La concertation citoyenne « Rennes 2030 » qui s’est tenue entre 2016 et 2018 a montré une forte attente sur l’aménagement du centre-ville. La ligne B du métro sera mise en service dans quelques mois. C’est l’occasion d’envisager l’extension du plateau piétonnier, qui est actuellement en confettis. On est parti de l’idée que la ville aménagerait les placettes et remettrait les piétons au cœur du centre. On s’est demandé comment assurer une perméabilité de ces zones piétonnes pour les cyclistes, car ils vont continuer à traverser l’hypercentre, le vélo étant utilisé lorsqu’il est efficace et que les itinéraires sont directs. Il existe un axe est-ouest le long de la Vilaine et un axe nord-sud très rectiligne, relativement plats, qu’il faut préserver pour les cyclistes.
L’idée est que le design incite le cycliste à utiliser l’enrobé central et à prendre sa place, alors que les voitures ne peuvent que circuler à faible vitesse en présence de cyclistes
On a repris un concept utilisé un peu partout en Europe mais abouti et très présent aux Pays-Bas et en Flandre : la vélorue. Il s’agit d’une rue, d’un tronçon de rue, d’une suite de rues où le vélo a la primauté et où la circulation motorisée est résiduelle, pour la desserte strictement locale. Cela doit constituer une part structurante du réseau vélo, pouvant absorber un flux de cyclistes important. Le design est très spécifique : il marque la continuité de l’itinéraire cyclable avec un revêtement en enrobé rouge au centre, et des bandes tampon sur les côtés faites de matériaux différents, des pavés par exemple. L’idée est que le design incite le cycliste à utiliser l’enrobé central et à prendre sa place, alors que les voitures ne peuvent que circuler à faible vitesse en présence de cyclistes, et n’ont pas la possibilité de les doubler s’il y a des vélos dans les deux sens. Ces vélorues autorisent les trafics motorisés pour la desserte de riverains et les véhicules d’urgence uniquement, le trafic doit être réduit à son minimum, ce qui nécessite un travail sur le plan de circulation. Rennes a déjà mis en place sa première vélorue sur les quais nord, conformément à une proposition faite en 2018.

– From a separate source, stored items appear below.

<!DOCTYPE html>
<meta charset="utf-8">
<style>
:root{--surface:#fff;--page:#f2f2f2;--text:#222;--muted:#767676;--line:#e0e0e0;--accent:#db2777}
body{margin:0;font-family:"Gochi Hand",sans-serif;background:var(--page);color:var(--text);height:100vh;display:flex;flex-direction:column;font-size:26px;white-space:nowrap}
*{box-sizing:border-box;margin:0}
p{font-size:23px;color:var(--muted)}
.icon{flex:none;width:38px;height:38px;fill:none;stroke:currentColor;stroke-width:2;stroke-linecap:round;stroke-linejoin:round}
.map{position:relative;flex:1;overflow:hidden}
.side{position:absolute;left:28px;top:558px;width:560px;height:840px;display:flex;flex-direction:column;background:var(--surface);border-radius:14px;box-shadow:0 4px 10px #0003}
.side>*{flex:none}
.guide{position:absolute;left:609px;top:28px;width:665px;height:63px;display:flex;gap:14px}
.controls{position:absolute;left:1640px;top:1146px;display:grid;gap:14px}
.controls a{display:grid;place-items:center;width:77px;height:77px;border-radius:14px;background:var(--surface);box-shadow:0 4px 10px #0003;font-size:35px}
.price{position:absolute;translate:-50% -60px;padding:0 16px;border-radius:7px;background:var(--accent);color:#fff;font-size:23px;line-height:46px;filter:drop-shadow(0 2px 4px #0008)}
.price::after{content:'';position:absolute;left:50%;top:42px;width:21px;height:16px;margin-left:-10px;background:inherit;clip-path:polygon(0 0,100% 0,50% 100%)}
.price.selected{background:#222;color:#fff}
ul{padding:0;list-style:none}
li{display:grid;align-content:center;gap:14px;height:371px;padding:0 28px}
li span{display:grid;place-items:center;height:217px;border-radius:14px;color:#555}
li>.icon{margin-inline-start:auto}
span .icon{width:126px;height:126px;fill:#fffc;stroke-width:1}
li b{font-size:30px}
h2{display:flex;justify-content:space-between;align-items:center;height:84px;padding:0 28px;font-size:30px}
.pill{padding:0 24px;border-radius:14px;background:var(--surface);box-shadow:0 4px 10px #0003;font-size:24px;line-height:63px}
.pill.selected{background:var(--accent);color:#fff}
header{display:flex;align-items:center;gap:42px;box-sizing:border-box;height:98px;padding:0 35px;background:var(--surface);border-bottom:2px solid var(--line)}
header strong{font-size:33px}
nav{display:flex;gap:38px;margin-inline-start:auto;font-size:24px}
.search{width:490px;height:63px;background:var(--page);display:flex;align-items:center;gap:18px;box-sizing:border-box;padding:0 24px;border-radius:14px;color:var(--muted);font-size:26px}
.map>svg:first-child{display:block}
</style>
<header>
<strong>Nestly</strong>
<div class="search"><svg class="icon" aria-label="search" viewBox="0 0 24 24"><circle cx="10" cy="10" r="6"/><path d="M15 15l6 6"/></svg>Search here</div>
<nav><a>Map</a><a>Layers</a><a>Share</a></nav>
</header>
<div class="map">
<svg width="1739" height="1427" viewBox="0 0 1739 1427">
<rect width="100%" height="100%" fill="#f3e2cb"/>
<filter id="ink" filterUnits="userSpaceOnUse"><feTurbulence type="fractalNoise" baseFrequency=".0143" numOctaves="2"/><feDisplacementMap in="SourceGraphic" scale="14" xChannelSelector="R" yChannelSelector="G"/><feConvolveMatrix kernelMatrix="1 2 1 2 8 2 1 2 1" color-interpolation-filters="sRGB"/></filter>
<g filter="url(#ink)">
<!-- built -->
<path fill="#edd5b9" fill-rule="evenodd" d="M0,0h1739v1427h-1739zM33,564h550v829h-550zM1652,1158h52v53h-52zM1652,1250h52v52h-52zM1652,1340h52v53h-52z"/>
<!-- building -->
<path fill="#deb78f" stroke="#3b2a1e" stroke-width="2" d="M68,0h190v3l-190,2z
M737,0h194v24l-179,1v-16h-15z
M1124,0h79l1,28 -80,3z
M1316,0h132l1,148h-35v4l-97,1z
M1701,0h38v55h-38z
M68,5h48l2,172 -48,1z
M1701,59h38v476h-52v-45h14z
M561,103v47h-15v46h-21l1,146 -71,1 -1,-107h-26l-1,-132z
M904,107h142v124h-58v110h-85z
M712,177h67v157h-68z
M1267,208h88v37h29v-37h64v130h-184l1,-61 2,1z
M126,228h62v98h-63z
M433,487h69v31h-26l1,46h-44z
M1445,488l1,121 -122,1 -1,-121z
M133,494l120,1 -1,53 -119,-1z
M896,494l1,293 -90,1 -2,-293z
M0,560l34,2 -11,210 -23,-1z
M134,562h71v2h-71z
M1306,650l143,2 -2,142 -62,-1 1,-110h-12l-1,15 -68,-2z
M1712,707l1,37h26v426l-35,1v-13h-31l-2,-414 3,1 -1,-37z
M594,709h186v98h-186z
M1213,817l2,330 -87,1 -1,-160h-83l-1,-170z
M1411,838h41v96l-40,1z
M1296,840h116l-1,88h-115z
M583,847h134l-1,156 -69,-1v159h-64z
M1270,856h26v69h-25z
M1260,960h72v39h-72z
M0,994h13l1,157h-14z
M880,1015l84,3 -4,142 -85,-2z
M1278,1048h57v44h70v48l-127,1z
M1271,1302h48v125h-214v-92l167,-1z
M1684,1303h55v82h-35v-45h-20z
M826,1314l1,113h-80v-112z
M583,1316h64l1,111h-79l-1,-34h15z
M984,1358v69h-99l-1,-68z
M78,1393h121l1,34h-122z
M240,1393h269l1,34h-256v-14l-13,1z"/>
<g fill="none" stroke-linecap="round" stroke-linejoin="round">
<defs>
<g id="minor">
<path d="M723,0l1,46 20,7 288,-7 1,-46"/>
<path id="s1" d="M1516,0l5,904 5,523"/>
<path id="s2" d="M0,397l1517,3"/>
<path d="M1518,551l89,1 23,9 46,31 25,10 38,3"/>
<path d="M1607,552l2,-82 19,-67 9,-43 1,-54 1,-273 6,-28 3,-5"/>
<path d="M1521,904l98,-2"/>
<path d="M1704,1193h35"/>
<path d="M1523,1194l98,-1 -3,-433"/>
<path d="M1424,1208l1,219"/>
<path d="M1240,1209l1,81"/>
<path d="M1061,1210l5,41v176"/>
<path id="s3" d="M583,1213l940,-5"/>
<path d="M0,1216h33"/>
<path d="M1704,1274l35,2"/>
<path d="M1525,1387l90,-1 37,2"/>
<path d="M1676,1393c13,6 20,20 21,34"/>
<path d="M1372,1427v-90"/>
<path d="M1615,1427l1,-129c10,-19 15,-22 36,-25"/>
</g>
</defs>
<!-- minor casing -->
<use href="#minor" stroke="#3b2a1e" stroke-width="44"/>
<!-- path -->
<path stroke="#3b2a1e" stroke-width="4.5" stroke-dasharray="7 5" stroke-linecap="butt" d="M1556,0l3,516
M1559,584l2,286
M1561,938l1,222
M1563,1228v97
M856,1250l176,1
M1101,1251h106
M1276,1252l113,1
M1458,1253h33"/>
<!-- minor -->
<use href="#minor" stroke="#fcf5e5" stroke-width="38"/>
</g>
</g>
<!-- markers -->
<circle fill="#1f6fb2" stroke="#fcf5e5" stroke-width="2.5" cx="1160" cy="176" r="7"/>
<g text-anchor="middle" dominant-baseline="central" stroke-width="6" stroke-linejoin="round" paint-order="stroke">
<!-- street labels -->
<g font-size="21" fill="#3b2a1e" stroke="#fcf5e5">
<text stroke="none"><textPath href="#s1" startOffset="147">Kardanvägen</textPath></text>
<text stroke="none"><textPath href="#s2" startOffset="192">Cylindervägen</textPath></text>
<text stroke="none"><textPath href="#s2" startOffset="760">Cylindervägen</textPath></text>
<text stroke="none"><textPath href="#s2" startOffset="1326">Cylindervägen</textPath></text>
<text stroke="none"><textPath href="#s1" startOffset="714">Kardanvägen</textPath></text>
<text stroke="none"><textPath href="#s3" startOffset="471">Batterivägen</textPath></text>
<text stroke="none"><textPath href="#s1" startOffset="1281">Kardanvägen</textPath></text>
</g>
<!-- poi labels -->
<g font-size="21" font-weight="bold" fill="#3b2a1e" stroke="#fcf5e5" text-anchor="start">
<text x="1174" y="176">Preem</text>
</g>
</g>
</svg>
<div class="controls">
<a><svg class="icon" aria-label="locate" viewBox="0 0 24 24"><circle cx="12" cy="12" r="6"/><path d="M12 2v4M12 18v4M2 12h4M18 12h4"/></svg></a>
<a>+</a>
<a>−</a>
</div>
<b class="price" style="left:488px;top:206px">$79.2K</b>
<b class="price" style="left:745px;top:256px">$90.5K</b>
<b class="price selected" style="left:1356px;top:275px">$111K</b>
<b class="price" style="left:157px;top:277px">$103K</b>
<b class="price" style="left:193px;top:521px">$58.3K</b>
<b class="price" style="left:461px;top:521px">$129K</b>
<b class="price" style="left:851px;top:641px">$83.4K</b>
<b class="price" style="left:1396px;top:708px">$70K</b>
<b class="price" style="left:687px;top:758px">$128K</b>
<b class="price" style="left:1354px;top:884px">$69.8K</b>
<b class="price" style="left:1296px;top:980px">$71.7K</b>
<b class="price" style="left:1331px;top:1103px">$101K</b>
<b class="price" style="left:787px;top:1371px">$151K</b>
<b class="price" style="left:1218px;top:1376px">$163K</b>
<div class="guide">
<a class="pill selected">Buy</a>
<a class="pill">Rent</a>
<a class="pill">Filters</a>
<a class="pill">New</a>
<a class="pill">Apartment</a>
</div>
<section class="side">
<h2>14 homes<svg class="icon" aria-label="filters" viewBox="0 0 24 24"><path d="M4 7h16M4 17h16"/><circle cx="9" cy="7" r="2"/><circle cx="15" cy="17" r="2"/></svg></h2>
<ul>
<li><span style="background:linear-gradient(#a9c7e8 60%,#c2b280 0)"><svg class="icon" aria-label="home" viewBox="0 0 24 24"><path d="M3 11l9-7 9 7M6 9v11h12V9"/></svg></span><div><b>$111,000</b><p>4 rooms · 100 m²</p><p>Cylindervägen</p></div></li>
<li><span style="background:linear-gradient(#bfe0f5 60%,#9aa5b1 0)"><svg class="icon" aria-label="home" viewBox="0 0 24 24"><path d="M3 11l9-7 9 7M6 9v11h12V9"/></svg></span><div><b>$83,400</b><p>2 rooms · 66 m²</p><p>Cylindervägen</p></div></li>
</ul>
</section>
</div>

Comment réduire drastiquement la circulation ?
La problématique est la suivante : il faut parvenir à réaliser un plan de circulation en évitant l’effet pervers classique, qui consiste à « libérer » de l’automobile le centre-ville, souvent mais pas systématiquement investi par des habitants plus aisés, en provoquant un report nuisible en périphérie, où vivent parfois des ménages plus modestes.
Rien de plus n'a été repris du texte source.